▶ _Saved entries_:
== Segment start ==
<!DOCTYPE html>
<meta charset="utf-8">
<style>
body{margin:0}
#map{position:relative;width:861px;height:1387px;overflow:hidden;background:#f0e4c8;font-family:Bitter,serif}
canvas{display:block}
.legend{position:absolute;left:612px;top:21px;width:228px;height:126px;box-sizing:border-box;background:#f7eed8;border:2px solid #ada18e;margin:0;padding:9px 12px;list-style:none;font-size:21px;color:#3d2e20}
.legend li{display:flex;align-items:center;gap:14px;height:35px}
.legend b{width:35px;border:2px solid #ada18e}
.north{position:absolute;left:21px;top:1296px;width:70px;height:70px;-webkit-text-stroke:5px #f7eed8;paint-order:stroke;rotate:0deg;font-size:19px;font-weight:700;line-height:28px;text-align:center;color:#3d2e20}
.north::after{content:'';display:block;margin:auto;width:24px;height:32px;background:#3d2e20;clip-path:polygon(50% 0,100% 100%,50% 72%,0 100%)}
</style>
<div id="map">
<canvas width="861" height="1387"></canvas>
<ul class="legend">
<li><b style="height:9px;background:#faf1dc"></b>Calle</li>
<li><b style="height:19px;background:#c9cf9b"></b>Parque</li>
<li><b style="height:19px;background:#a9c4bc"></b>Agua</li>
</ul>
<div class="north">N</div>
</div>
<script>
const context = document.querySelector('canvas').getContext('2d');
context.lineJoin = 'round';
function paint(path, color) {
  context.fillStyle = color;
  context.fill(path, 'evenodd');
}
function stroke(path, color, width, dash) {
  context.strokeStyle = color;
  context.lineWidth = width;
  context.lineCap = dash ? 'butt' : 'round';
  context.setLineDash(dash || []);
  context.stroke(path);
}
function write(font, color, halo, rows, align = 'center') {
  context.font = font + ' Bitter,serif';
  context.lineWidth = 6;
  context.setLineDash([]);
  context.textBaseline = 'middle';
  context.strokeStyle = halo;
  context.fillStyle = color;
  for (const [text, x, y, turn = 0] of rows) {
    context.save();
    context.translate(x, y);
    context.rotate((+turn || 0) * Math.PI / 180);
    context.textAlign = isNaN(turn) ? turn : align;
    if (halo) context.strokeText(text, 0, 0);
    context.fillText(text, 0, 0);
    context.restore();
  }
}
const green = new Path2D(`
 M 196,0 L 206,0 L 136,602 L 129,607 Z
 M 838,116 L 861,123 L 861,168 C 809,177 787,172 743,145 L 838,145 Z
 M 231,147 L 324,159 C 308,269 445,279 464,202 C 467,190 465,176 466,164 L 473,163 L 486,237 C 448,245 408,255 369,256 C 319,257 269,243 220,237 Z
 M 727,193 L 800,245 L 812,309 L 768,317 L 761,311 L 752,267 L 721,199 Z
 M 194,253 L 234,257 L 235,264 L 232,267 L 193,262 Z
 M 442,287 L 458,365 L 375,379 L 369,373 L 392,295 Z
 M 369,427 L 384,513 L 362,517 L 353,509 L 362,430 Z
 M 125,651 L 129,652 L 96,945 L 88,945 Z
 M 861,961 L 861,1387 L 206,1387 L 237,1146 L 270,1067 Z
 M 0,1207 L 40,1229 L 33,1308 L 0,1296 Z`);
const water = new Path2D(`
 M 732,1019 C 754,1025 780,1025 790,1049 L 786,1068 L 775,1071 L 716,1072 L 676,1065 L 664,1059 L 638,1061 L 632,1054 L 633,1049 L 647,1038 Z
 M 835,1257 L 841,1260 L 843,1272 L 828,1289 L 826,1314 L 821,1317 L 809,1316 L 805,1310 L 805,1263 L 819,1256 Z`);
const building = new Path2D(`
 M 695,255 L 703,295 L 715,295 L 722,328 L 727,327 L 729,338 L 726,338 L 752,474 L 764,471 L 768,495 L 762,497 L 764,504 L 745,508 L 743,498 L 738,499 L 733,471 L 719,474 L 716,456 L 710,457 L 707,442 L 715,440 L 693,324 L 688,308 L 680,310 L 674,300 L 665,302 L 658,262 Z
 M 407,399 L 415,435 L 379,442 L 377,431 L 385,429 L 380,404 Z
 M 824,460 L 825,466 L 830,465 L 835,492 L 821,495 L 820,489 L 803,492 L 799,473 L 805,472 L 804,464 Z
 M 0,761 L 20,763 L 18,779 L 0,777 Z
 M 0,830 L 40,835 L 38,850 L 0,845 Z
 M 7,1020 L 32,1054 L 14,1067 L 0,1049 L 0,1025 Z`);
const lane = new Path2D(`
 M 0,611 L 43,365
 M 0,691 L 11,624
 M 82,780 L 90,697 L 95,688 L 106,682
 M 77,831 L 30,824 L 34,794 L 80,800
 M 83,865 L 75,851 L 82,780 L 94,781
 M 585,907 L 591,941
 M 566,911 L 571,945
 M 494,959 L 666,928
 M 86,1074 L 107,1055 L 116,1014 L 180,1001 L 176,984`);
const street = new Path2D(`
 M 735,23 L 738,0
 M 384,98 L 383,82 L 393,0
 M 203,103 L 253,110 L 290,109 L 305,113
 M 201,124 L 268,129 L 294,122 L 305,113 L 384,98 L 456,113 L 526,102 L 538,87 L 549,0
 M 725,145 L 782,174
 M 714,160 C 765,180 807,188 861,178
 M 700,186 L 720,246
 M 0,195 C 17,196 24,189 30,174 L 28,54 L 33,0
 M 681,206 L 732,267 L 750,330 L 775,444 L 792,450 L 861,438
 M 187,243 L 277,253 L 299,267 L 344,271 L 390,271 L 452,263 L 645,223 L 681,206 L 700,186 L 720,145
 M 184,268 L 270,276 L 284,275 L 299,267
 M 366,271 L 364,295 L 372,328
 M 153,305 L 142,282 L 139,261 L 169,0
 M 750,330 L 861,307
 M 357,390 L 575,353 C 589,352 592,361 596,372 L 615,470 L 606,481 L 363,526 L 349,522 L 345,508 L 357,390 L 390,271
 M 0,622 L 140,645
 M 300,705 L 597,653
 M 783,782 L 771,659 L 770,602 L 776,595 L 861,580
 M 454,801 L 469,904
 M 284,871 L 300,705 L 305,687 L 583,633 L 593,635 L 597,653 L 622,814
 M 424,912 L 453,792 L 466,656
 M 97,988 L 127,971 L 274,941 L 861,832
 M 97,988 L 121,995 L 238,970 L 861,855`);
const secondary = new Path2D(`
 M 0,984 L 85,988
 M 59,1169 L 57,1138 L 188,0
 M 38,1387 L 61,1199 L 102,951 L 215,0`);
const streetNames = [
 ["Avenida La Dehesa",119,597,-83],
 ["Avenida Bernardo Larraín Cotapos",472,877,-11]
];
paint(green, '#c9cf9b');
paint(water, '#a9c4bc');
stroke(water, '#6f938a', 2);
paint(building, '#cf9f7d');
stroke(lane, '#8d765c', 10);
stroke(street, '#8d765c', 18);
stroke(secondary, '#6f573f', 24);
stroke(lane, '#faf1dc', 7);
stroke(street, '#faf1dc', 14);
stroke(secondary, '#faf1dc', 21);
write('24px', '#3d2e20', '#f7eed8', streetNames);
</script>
== Segment end ==
From the records above, copy every line that includes the word "legend".

.legend{position:absolute;left:612px;top:21px;width:228px;height:126px;box-sizing:border-box;background:#f7eed8;border:2px solid #ada18e;margin:0;padding:9px 12px;list-style:none;font-size:21px;color:#3d2e20}
.legend li{display:flex;align-items:center;gap:14px;height:35px}
.legend b{width:35px;border:2px solid #ada18e}
<ul class="legend">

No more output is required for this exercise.